How data is partitioned in Dynamo

Dynamo is a highly available key-value store developed by Amazon for their internal use. It provides a flexible design to let applications choose their desired level of availability and consistency.

Data partitioning

At a high level, Dynamo is a Distributed Hash Table (DHT) that is replicated across a cluster of servers for high availability and fault tolerance.

Dynamo uses Consistent Hashing to distribute its data among nodes. Consistent hashing also provides scalability, which means it is easy to add or remove nodes from a Dynamo cluster.

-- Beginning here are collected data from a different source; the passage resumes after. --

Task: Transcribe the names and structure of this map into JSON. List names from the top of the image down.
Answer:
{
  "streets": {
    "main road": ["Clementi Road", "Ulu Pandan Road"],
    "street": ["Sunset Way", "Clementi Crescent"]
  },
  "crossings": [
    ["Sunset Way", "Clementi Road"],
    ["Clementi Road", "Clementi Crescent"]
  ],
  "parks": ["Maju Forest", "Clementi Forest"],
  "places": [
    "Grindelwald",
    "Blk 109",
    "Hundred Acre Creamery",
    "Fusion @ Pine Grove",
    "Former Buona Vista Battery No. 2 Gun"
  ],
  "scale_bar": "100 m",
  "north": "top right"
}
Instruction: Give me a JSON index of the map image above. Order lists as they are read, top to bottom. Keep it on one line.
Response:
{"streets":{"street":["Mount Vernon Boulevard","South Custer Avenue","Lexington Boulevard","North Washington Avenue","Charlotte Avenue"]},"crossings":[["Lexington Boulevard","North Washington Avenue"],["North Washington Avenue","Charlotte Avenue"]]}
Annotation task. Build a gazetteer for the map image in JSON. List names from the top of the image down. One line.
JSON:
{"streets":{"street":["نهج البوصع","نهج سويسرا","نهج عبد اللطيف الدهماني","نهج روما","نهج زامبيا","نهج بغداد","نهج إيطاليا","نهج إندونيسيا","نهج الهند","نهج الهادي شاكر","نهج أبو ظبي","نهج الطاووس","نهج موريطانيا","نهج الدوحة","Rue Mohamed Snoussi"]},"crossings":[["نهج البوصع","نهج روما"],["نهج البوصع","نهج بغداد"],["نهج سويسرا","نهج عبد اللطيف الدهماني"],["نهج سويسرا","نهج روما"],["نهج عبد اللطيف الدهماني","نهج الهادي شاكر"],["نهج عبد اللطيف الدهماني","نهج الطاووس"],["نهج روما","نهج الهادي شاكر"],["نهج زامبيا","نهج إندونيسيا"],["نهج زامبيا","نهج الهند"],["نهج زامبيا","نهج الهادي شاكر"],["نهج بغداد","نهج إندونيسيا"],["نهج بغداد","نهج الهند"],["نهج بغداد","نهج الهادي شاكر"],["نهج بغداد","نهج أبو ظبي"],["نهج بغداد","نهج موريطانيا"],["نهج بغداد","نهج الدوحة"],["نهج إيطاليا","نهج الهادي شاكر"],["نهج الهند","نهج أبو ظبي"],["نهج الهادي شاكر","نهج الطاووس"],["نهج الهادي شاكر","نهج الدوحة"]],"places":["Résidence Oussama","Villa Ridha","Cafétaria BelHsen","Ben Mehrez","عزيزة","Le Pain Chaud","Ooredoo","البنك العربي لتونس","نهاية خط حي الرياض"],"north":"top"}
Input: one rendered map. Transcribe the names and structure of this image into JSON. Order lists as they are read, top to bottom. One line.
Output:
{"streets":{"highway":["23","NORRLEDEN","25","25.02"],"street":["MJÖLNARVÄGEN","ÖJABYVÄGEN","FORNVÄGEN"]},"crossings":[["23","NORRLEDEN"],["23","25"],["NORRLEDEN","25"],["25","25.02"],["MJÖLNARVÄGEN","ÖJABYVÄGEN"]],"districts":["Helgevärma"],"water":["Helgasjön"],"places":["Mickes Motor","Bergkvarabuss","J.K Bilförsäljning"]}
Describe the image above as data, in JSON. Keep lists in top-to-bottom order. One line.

There are two important aspects that we need to address while distributing data:

  • How to determine the node on which the piece of data will be stored.
  • The design of a protocol that describes how data would be moved if a new node joins or an existing node is removed from the system. Furthermore, how can data movement upon joining and removal of nodes be minimized?

Consistent hashing

The key idea behind consistent hashing is that every record and server is mapped on the unit circle. Each record is then assigned to the first server that appears on the circle in a clockwise direction. This way, each node in the ring is responsible for a range of data. Dynamo uses the consistent hashing algorithm to determine what row is stored to what node. Here is an example of the consistent hashing ring:

Consistent hash ring

In the diagram above, we have a hash range of 1-100. This means that the data items with a hash in the range 1-100 will be stored in the above system.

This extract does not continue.